Australia seeing economic benefits from F-35 contracts

http://www.afr.com/news/special-repo...0161125-gsxu21

A look at the Super Hornet program

https://ipolitics.ca/2016/11/25/the-...ake-any-sense/

Quote:
he Defence Policy Review was supposed to be released in early 2017. Surely this week’s replacement decision could have waited until then — particularly when National Defence Minster Harjit Sajjan admits that the Super Hornets will not be fully operational until the late 2020s. Meanwhile, Australia plans to phase out their Super Hornets in favour of F-35s. The U.S. Navy plans to phase out its Super Hornets by 2040, giving Canada roughly 10 years of common use before the Super Hornet becomes prohibitively expensive to maintain — and technically redundant. By the time the first Canadian Super Hornet is operational, the U.S. Air Force will have transitioned to the F-35 for NORAD operations, which will require upgrades to NORAD infrastructure. This sole-source purchase is not a logical solution, especially when there will only be 18 Super Hornets to fill the “capability gap” that, according to the minister, 77 CF-18 Hornets cannot meet today.
Quote:
Economically, the decision is also suspect.
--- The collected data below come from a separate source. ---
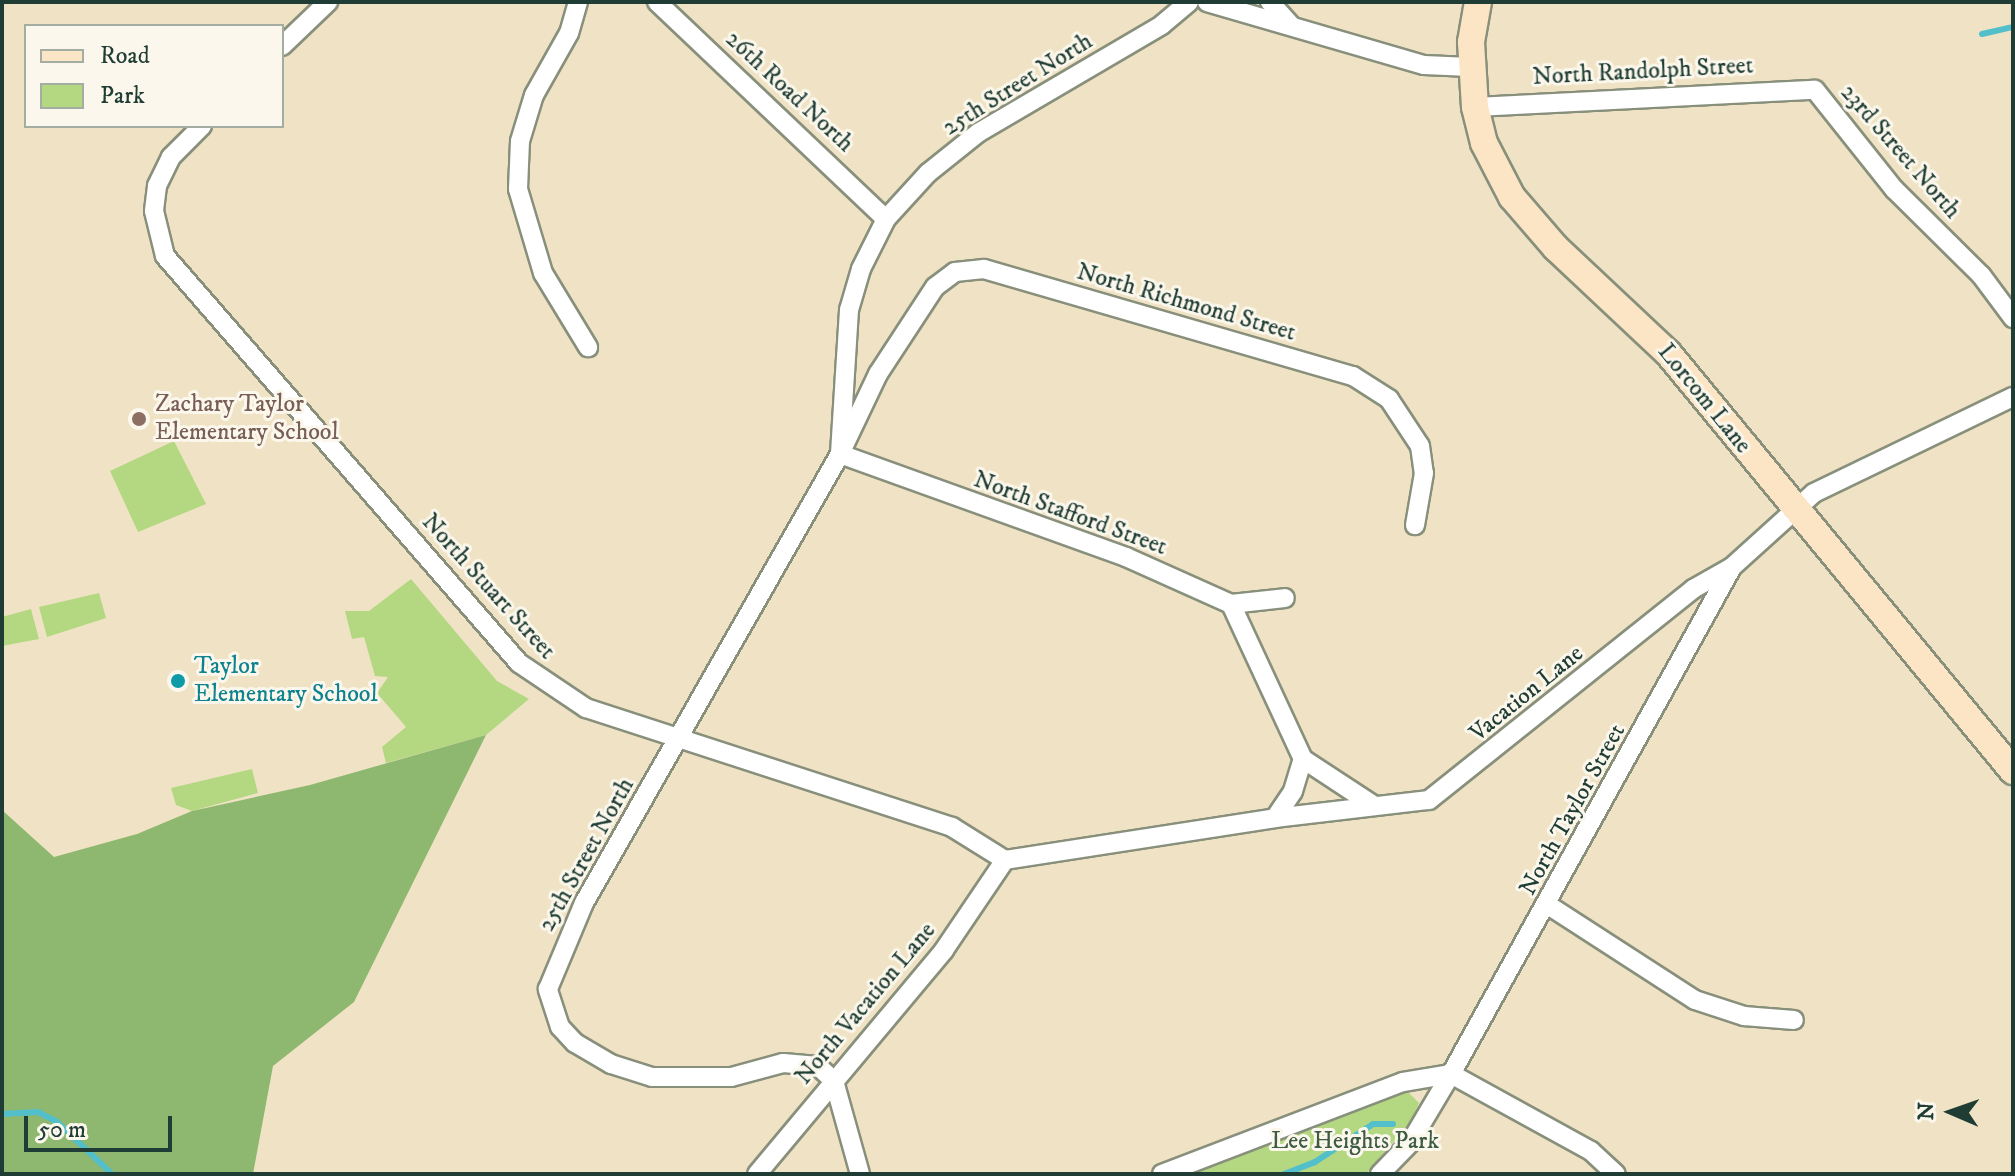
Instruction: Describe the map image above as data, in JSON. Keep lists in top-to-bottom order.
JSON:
{
  "streets": {
    "street": [
      "North Randolph Street",
      "25th Street North",
      "26th Road North",
      "23rd Street North",
      "North Richmond Street",
      "Lorcom Lane",
      "North Stafford Street",
      "North Stuart Street",
      "Vacation Lane",
      "North Taylor Street",
      "North Vacation Lane"
    ]
  },
  "crossings": [
    ["North Randolph Street", "23rd Street North"],
    ["North Randolph Street", "Lorcom Lane"],
    ["25th Street North", "26th Road North"],
    ["25th Street North", "North Richmond Street"],
    ["25th Street North", "North Stafford Street"],
    ["25th Street North", "North Stuart Street"],
    ["25th Street North", "North Vacation Lane"],
    ["Lorcom Lane", "Vacation Lane"],
    ["North Stuart Street", "Vacation Lane"],
    ["North Stuart Street", "North Vacation Lane"],
    ["Vacation Lane", "North Taylor Street"],
    ["Vacation Lane", "North Vacation Lane"]
  ],
  "parks": ["Lee Heights Park"],
  "places": ["Zachary Taylor Elementary School", "Taylor Elementary School"],
  "legend": ["Road", "Park"],
  "scale_bar": "50 m",
  "north": "left"
}
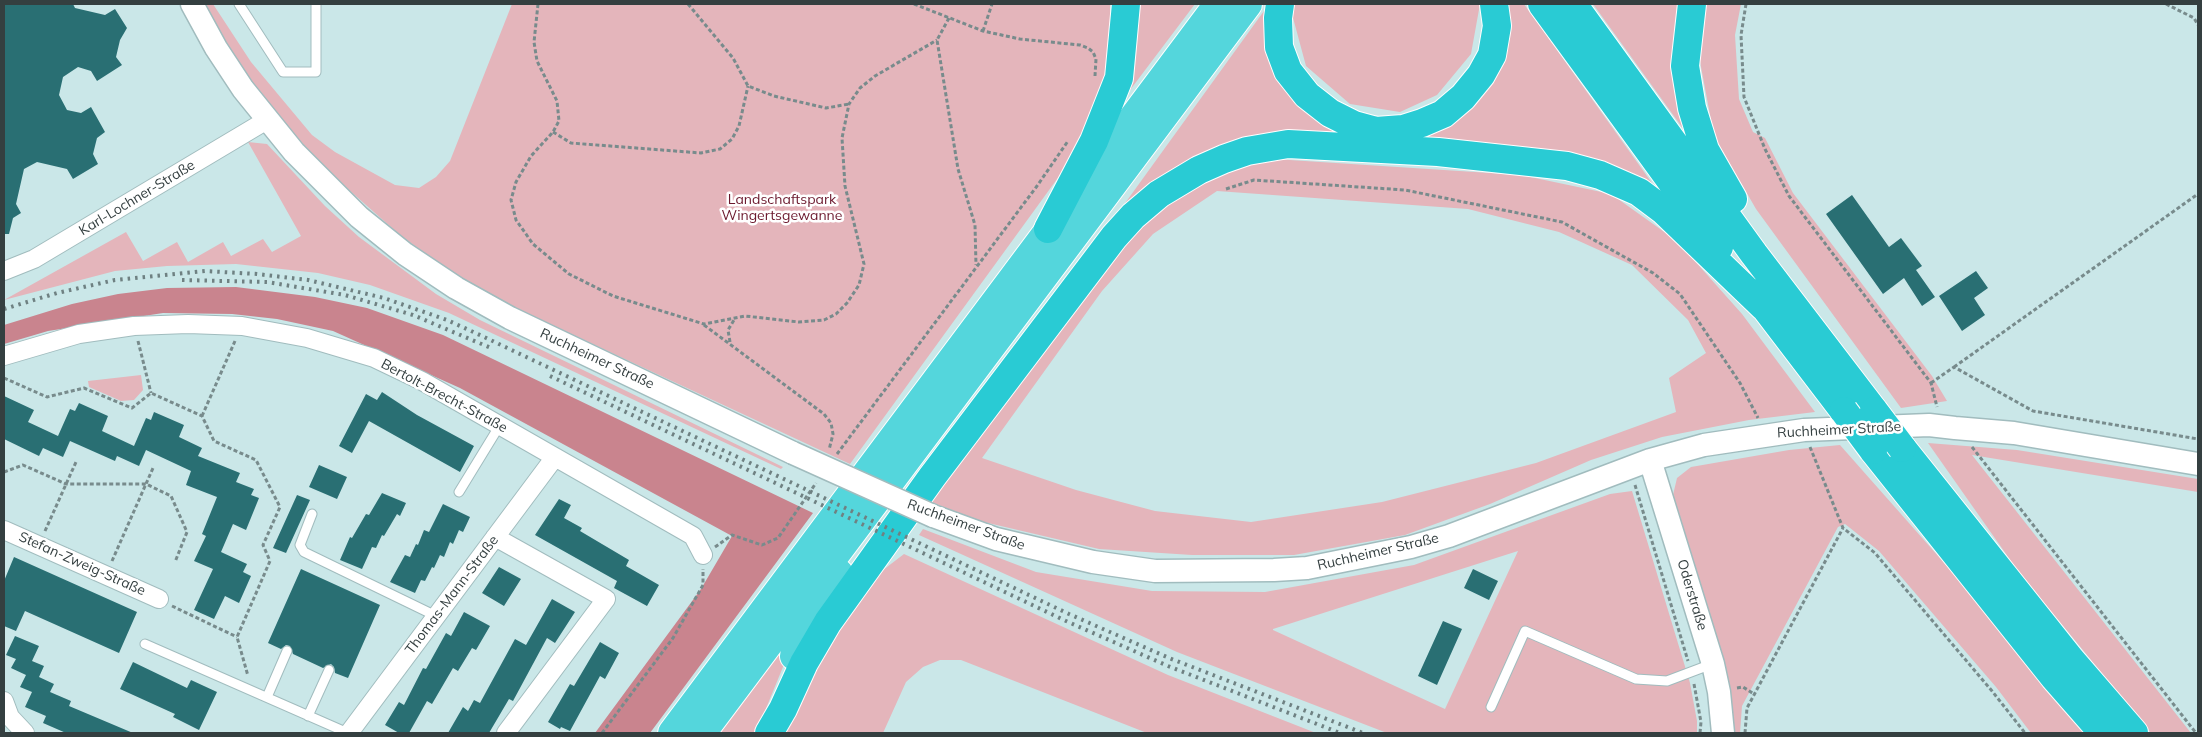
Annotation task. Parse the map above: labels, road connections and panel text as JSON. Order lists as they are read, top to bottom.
{
  "streets": {
    "street": [
      "Karl-Lochner-Straße",
      "Ruchheimer Straße",
      "Bertolt-Brecht-Straße",
      "Stefan-Zweig-Straße",
      "Thomas-Mann-Straße",
      "Oderstraße"
    ]
  },
  "crossings": [
    ["Karl-Lochner-Straße", "Ruchheimer Straße"],
    ["Ruchheimer Straße", "Oderstraße"],
    ["Bertolt-Brecht-Straße", "Thomas-Mann-Straße"]
  ],
  "parks": ["Landschaftspark Wingertsgewanne"]
}
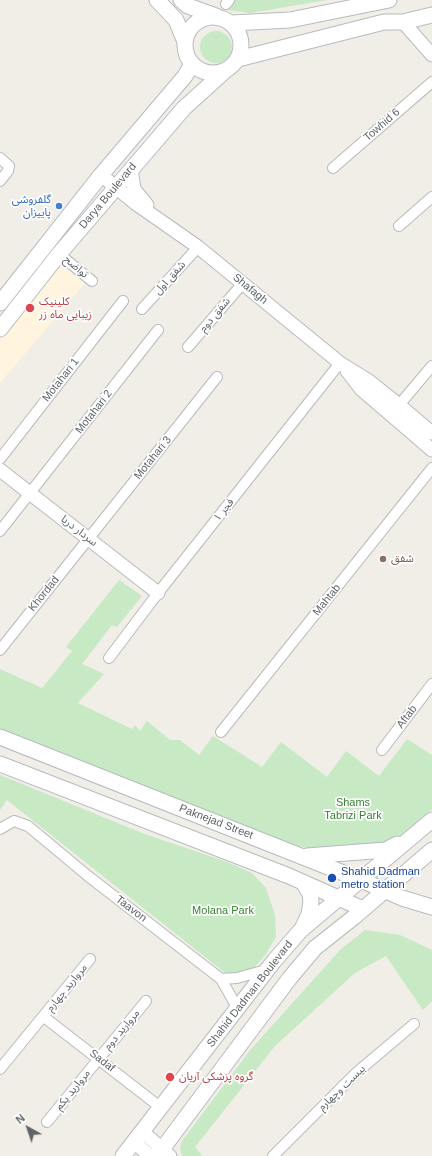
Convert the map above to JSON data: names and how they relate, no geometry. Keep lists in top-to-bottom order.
{
  "streets": {
    "main road": ["Darya Boulevard", "Paknejad Street", "Shahid Dadman Boulevard"],
    "street": [
      "Towhid 6",
      "تواضح",
      "شفق اول",
      "Shafagh",
      "شفق دوم",
      "Motahari 1",
      "Motahari 2",
      "Motahari 3",
      "فجر ۱",
      "سردار دریا",
      "Khordad",
      "Mahtab",
      "Aftab",
      "Taavon",
      "مروارید چهارم",
      "مروارید دوم",
      "Sadaf",
      "بیست وچهارم",
      "مروارید یکم"
    ]
  },
  "crossings": [
    ["Darya Boulevard", "تواضح"],
    ["Darya Boulevard", "Shafagh"],
    ["شفق اول", "Shafagh"],
    ["Shafagh", "شفق دوم"],
    ["Shafagh", "فجر ۱"],
    ["Motahari 2", "سردار دریا"],
    ["Motahari 3", "سردار دریا"],
    ["Motahari 3", "Khordad"],
    ["فجر ۱", "سردار دریا"],
    ["سردار دریا", "Khordad"],
    ["Paknejad Street", "Shahid Dadman Boulevard"],
    ["Taavon", "Shahid Dadman Boulevard"],
    ["مروارید چهارم", "Sadaf"],
    ["Shahid Dadman Boulevard", "Sadaf"],
    ["مروارید دوم", "Sadaf"],
    ["مروارید دوم", "مروارید یکم"],
    ["Sadaf", "مروارید یکم"]
  ],
  "parks": ["Shams Tabrizi Park", "Molana Park"],
  "places": [
    "گلفروشی پاییزان",
    "کلینیک زیبایی ماه زر",
    "شفق",
    "Shahid Dadman metro station",
    "گروه پزشکی آریان"
  ],
  "north": "top left"
}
The CF-18 and the Super Hornet are two distinctly different airplanes both in size and content. The Super Hornet is physically 25 per cent larger and the two aircraft have no internal avionics systems in common. So the RCAF will need to support two platforms, two training systems, and two maintenance and logistics systems during the transition. That will be hugely expensive.
Using Australian and Kuwaiti purchases as indicators, Canadians will spend roughly US$5 billion to procure a marginal capability for the 2030s that will not meet current commitments, will be technologically inferior by then and will logistically expensive.
This simply isn’t a cost-effective path to take. The economic rationale for this decision rings hollow for a government not known to concern itself with military commitments.